»»

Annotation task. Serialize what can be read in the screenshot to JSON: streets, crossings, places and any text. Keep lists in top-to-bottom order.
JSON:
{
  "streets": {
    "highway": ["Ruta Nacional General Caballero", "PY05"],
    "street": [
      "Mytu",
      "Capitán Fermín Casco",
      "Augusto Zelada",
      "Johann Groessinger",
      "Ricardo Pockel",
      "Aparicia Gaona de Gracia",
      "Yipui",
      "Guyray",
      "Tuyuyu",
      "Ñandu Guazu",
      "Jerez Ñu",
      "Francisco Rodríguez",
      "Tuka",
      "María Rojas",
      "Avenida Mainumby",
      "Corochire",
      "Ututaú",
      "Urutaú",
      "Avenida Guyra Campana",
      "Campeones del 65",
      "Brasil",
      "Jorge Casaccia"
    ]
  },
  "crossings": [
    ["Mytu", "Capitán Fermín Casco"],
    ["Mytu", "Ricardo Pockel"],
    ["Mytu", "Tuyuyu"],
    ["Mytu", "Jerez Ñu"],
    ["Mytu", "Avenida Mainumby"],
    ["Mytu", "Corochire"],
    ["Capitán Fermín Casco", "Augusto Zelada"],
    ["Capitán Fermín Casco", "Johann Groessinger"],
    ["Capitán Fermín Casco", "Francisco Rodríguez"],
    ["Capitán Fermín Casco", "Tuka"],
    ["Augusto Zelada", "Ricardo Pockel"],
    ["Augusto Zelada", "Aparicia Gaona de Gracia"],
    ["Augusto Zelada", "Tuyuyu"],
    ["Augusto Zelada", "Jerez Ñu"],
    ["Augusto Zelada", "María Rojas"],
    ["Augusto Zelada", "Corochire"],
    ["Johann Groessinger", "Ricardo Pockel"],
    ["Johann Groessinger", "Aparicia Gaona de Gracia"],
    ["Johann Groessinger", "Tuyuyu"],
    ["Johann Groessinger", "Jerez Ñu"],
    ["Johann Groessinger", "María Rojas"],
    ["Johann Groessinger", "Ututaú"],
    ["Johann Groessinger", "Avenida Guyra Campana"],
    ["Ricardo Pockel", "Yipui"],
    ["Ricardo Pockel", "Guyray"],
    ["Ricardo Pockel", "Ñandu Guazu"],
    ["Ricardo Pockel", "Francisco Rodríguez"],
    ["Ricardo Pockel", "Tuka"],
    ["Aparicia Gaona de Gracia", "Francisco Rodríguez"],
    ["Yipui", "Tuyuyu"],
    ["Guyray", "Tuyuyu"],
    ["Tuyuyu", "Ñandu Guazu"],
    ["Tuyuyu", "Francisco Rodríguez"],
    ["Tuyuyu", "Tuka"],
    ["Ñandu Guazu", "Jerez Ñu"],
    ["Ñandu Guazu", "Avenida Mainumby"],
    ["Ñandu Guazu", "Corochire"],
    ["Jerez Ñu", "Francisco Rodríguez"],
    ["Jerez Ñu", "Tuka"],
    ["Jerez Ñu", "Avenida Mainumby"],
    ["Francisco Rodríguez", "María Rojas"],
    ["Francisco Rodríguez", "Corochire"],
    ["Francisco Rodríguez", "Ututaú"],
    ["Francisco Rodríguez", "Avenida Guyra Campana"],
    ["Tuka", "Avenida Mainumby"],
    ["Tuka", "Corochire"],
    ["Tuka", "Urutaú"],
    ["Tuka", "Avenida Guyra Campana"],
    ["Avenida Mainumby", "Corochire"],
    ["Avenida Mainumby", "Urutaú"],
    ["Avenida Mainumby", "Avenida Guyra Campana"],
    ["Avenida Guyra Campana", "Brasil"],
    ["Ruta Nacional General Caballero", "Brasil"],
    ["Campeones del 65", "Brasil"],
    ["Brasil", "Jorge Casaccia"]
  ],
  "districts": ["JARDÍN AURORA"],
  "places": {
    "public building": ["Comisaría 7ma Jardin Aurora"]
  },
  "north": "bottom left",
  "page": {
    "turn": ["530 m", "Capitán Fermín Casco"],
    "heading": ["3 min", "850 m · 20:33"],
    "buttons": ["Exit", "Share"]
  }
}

««

» WHAT THIS TASK INVOLVES:
Whatever appears in the records must be returned exactly.

» SOLUTION TO THIS EXERCISE:
Annotation task. Serialize what can be read in the screenshot to JSON: streets, crossings, places and any text. Keep lists in top-to-bottom order.
JSON:
{
  "streets": {
    "highway": ["Ruta Nacional General Caballero", "PY05"],
    "street": [
      "Mytu",
      "Capitán Fermín Casco",
      "Augusto Zelada",
      "Johann Groessinger",
      "Ricardo Pockel",
      "Aparicia Gaona de Gracia",
      "Yipui",
      "Guyray",
      "Tuyuyu",
      "Ñandu Guazu",
      "Jerez Ñu",
      "Francisco Rodríguez",
      "Tuka",
      "María Rojas",
      "Avenida Mainumby",
      "Corochire",
      "Ututaú",
      "Urutaú",
      "Avenida Guyra Campana",
      "Campeones del 65",
      "Brasil",
      "Jorge Casaccia"
    ]
  },
  "crossings": [
    ["Mytu", "Capitán Fermín Casco"],
    ["Mytu", "Ricardo Pockel"],
    ["Mytu", "Tuyuyu"],
    ["Mytu", "Jerez Ñu"],
    ["Mytu", "Avenida Mainumby"],
    ["Mytu", "Corochire"],
    ["Capitán Fermín Casco", "Augusto Zelada"],
    ["Capitán Fermín Casco", "Johann Groessinger"],
    ["Capitán Fermín Casco", "Francisco Rodríguez"],
    ["Capitán Fermín Casco", "Tuka"],
    ["Augusto Zelada", "Ricardo Pockel"],
    ["Augusto Zelada", "Aparicia Gaona de Gracia"],
    ["Augusto Zelada", "Tuyuyu"],
    ["Augusto Zelada", "Jerez Ñu"],
    ["Augusto Zelada", "María Rojas"],
    ["Augusto Zelada", "Corochire"],
    ["Johann Groessinger", "Ricardo Pockel"],
    ["Johann Groessinger", "Aparicia Gaona de Gracia"],
    ["Johann Groessinger", "Tuyuyu"],
    ["Johann Groessinger", "Jerez Ñu"],
    ["Johann Groessinger", "María Rojas"],
    ["Johann Groessinger", "Ututaú"],
    ["Johann Groessinger", "Avenida Guyra Campana"],
    ["Ricardo Pockel", "Yipui"],
    ["Ricardo Pockel", "Guyray"],
    ["Ricardo Pockel", "Ñandu Guazu"],
    ["Ricardo Pockel", "Francisco Rodríguez"],
    ["Ricardo Pockel", "Tuka"],
    ["Aparicia Gaona de Gracia", "Francisco Rodríguez"],
    ["Yipui", "Tuyuyu"],
    ["Guyray", "Tuyuyu"],
    ["Tuyuyu", "Ñandu Guazu"],
    ["Tuyuyu", "Francisco Rodríguez"],
    ["Tuyuyu", "Tuka"],
    ["Ñandu Guazu", "Jerez Ñu"],
    ["Ñandu Guazu", "Avenida Mainumby"],
    ["Ñandu Guazu", "Corochire"],
    ["Jerez Ñu", "Francisco Rodríguez"],
    ["Jerez Ñu", "Tuka"],
    ["Jerez Ñu", "Avenida Mainumby"],
    ["Francisco Rodríguez", "María Rojas"],
    ["Francisco Rodríguez", "Corochire"],
    ["Francisco Rodríguez", "Ututaú"],
    ["Francisco Rodríguez", "Avenida Guyra Campana"],
    ["Tuka", "Avenida Mainumby"],
    ["Tuka", "Corochire"],
    ["Tuka", "Urutaú"],
    ["Tuka", "Avenida Guyra Campana"],
    ["Avenida Mainumby", "Corochire"],
    ["Avenida Mainumby", "Urutaú"],
    ["Avenida Mainumby", "Avenida Guyra Campana"],
    ["Avenida Guyra Campana", "Brasil"],
    ["Ruta Nacional General Caballero", "Brasil"],
    ["Campeones del 65", "Brasil"],
    ["Brasil", "Jorge Casaccia"]
  ],
  "districts": ["JARDÍN AURORA"],
  "places": {
    "public building": ["Comisaría 7ma Jardin Aurora"]
  },
  "north": "bottom left",
  "page": {
    "turn": ["530 m", "Capitán Fermín Casco"],
    "heading": ["3 min", "850 m · 20:33"],
    "buttons": ["Exit", "Share"]
  }
}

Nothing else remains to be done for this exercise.